In summary, based on PCTSM’s economic research, empirical evidence, and input from Downs St. Germain Research, PCTSM’s contracted research firm, a primary factor in this national slowdown is macroeconomic in nature. Collectively, these factors have driven consumer uncertainty, which has created a vicious cycle of consumer angst and pullback in the marketplace. There’s also been discussion about a “K” shaped U.S. economy, which simply means the wealthier are continuing to spend, even as prices increase, while the lower economic strata are pulling back. This phenomenon is showing up in the hotel industry as well; upper scale properties are doing well, while mid-scale and lower end properties are struggling…for now. Streamsong, for example, has told us they’re having a record year. Upper scale properties in Orlando have also been doing very well; TDC collections in Orange County have been the anomaly in the Central Florida region. Some have argued that Universal’s new Epic Universe may have stabilized Orange County’s tourism revenue. The good news is, even during a temporary slowdown, people still prioritize travel; it’s almost a birthright. This pullback is also showing up in shorter stays. For example, instead of a 4–5-day vacation, visitors are shortening their stays to quick 2–3-day getaways to save money. We’re also seeing lower in-market spending. Instead of splurging on a higher end meal at Arabella’s in Winter Haven, it’s more likely they’ll opt for mid-range options like Glory Days or even Culvers. People, however, are still traveling, albeit for shorter getaways and by reducing their total spend while in market.

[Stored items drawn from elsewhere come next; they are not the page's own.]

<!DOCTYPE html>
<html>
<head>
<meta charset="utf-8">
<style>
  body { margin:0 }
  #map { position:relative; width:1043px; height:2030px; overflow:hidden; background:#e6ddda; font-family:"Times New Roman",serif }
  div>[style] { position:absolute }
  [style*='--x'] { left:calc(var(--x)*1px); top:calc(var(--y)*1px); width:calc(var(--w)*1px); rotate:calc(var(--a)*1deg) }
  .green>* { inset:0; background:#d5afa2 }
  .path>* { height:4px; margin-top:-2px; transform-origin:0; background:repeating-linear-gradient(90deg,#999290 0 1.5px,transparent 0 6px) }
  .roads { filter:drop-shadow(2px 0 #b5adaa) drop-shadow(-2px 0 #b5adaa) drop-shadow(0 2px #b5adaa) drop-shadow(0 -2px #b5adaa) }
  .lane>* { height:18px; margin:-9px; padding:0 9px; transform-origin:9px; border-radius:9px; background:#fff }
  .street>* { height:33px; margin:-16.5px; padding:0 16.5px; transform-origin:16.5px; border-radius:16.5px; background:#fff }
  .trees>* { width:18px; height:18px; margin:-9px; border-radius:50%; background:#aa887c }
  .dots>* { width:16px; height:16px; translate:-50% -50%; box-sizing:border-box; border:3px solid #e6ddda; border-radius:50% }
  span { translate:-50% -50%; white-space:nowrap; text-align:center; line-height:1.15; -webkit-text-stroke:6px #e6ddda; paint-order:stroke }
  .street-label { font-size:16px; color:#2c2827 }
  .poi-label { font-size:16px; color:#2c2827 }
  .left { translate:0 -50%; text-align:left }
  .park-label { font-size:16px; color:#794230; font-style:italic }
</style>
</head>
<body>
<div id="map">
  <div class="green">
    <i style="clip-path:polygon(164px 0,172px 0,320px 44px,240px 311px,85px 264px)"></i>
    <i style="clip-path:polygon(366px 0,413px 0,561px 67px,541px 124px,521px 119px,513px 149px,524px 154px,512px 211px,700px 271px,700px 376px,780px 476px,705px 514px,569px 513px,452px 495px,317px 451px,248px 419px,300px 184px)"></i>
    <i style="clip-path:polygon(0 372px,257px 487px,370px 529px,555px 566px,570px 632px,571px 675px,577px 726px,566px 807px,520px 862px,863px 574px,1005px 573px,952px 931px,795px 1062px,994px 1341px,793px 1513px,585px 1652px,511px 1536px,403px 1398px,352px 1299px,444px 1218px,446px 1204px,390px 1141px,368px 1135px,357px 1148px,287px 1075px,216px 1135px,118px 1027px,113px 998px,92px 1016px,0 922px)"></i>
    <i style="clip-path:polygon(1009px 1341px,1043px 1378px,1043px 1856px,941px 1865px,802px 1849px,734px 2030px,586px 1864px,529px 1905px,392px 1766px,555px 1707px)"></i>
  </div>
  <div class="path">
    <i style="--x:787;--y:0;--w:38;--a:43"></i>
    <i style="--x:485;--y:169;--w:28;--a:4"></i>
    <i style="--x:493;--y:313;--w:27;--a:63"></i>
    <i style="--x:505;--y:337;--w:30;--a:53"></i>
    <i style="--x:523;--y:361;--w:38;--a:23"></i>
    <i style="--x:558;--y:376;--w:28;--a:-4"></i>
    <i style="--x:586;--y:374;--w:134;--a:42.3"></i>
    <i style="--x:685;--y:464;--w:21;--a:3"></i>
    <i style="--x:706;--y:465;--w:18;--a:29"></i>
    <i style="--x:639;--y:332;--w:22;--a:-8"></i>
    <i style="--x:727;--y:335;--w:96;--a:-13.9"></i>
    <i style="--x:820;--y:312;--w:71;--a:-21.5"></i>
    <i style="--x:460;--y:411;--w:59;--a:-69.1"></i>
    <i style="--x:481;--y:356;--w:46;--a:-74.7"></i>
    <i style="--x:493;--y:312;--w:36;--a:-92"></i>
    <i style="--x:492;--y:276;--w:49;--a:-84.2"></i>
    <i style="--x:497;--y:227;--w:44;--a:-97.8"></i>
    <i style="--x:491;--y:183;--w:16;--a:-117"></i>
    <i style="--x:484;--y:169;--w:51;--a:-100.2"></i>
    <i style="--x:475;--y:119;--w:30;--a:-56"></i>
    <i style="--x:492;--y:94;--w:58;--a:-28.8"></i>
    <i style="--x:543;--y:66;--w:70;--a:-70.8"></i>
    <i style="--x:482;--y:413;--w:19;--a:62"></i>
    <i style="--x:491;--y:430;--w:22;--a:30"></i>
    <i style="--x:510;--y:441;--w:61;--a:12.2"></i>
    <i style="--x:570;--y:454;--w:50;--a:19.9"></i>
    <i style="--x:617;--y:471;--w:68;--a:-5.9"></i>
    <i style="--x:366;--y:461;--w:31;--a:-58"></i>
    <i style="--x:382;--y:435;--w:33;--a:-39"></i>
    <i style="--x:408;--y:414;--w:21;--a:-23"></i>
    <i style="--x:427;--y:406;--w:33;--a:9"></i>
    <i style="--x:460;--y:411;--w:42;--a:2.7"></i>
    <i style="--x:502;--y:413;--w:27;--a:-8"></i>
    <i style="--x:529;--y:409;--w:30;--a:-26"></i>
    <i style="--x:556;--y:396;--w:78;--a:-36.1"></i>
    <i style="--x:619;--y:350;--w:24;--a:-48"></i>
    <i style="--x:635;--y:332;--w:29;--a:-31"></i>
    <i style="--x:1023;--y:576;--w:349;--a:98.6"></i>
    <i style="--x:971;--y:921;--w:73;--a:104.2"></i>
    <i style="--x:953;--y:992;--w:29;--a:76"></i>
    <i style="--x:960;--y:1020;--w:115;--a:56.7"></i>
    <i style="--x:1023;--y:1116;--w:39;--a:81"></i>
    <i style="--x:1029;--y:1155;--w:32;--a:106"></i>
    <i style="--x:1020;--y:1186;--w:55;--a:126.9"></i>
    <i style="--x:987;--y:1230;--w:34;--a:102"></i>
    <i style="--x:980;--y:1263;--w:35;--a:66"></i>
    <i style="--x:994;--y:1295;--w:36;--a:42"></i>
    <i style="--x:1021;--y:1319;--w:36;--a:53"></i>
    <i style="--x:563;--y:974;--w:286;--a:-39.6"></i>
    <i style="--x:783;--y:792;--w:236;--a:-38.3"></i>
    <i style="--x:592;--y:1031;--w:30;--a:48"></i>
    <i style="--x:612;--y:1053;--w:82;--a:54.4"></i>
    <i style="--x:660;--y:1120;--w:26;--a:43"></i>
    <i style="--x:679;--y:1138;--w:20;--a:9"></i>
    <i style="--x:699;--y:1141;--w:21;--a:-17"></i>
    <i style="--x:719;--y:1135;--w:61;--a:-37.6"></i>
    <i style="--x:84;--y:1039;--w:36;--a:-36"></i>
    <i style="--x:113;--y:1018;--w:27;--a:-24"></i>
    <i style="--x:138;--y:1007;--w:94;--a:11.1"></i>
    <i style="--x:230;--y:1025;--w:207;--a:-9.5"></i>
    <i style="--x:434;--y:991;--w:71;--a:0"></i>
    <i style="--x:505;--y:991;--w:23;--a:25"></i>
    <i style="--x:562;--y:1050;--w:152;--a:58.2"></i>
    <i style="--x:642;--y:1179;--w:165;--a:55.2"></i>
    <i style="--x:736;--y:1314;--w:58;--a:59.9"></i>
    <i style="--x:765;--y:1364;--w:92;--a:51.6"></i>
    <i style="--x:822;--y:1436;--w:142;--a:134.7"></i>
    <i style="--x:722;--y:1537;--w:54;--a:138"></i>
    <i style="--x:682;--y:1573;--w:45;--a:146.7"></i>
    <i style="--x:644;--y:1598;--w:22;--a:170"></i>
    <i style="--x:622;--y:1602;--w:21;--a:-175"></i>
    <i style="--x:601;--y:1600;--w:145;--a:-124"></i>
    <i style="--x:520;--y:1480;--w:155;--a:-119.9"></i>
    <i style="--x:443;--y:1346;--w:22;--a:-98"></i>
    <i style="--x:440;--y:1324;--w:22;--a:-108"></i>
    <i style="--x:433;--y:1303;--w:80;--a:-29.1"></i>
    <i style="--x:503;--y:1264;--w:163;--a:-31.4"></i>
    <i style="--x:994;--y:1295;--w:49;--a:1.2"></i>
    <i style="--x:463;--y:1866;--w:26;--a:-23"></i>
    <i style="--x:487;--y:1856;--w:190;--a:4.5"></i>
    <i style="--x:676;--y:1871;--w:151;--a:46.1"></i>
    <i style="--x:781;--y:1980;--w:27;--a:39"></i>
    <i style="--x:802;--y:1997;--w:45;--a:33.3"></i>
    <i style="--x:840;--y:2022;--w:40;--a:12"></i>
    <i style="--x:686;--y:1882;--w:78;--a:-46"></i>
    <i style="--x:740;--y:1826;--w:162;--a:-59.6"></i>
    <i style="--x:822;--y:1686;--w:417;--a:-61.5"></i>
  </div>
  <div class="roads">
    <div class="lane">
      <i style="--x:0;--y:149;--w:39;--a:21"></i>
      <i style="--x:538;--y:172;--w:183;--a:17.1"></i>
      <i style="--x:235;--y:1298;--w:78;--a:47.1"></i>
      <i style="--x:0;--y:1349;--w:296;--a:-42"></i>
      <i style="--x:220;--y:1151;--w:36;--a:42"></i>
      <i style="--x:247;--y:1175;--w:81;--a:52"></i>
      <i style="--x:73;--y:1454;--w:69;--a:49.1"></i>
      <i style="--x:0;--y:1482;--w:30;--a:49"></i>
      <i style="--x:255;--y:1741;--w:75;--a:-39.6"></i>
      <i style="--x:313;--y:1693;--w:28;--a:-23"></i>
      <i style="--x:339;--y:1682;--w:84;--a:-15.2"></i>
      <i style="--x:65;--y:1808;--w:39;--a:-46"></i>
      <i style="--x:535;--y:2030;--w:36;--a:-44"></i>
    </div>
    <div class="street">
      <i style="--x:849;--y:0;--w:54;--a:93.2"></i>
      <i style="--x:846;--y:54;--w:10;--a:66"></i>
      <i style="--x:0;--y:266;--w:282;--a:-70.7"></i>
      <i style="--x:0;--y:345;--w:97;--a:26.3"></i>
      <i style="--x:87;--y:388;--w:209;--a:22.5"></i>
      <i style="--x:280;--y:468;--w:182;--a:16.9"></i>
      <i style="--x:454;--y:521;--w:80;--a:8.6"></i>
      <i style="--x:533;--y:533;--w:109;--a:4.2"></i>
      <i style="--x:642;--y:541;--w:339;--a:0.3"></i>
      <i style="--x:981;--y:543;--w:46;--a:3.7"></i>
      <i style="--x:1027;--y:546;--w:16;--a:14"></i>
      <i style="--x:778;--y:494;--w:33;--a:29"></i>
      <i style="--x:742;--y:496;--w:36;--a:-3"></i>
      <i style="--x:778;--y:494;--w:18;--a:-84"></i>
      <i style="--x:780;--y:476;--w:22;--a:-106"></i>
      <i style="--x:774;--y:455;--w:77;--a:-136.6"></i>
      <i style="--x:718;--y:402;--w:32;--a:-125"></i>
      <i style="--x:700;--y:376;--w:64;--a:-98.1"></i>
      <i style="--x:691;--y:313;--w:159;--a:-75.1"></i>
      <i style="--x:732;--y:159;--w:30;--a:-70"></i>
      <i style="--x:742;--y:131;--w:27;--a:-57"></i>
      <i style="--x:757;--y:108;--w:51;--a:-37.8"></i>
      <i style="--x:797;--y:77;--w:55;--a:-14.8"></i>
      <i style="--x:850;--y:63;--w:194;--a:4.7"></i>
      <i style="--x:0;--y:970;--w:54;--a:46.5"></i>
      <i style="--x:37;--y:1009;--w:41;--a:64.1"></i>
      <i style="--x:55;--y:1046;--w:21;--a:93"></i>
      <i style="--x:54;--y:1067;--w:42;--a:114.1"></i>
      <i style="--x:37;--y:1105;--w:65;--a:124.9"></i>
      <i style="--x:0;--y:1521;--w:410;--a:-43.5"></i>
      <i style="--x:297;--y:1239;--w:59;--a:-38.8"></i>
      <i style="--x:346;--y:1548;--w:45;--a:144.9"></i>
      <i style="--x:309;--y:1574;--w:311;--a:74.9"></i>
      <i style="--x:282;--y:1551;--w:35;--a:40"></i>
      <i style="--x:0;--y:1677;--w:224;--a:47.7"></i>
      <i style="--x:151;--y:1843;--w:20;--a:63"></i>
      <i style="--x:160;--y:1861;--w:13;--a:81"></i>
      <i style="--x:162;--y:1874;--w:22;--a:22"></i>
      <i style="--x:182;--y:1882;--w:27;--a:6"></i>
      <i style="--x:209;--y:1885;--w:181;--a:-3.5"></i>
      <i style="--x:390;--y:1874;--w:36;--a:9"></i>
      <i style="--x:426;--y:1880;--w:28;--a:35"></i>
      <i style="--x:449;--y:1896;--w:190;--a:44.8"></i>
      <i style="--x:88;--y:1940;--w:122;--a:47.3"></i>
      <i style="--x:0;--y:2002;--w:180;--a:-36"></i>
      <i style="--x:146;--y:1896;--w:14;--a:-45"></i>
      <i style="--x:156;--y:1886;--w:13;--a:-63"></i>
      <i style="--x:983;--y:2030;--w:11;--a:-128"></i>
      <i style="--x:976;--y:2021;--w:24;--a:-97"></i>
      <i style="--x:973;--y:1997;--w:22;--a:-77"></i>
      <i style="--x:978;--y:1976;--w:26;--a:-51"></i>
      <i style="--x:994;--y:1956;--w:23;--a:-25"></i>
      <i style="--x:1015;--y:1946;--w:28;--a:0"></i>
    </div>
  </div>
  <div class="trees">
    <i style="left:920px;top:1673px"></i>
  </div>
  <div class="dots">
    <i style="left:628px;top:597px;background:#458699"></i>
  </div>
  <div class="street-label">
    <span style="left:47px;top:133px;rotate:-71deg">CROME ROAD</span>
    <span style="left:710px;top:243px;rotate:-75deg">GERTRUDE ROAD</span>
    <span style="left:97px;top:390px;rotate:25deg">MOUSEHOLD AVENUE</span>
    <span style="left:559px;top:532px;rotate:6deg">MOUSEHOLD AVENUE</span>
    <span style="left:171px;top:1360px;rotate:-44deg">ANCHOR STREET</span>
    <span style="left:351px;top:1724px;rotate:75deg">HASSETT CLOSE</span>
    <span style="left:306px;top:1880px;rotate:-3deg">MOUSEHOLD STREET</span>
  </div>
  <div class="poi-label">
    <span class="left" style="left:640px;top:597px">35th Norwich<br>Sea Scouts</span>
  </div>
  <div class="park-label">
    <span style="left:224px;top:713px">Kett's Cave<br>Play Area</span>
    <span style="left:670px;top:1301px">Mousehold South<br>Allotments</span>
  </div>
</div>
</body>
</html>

PCTSM began a targeted campaign in September in anticipation of the tourism industry’s slowdown. Like all marketing campaigns, the period between planning, activation, and actual results takes time. An increase in demand will have an impact on ADR, which in turn will drive revenue. For numerous reasons, it’s our belief that the winter/spring of 2026 will bring an uptick in visitation and spending. Ultimately, revenue will reverse course and put Polk County’s tourism industry on a more favorable track moving forward.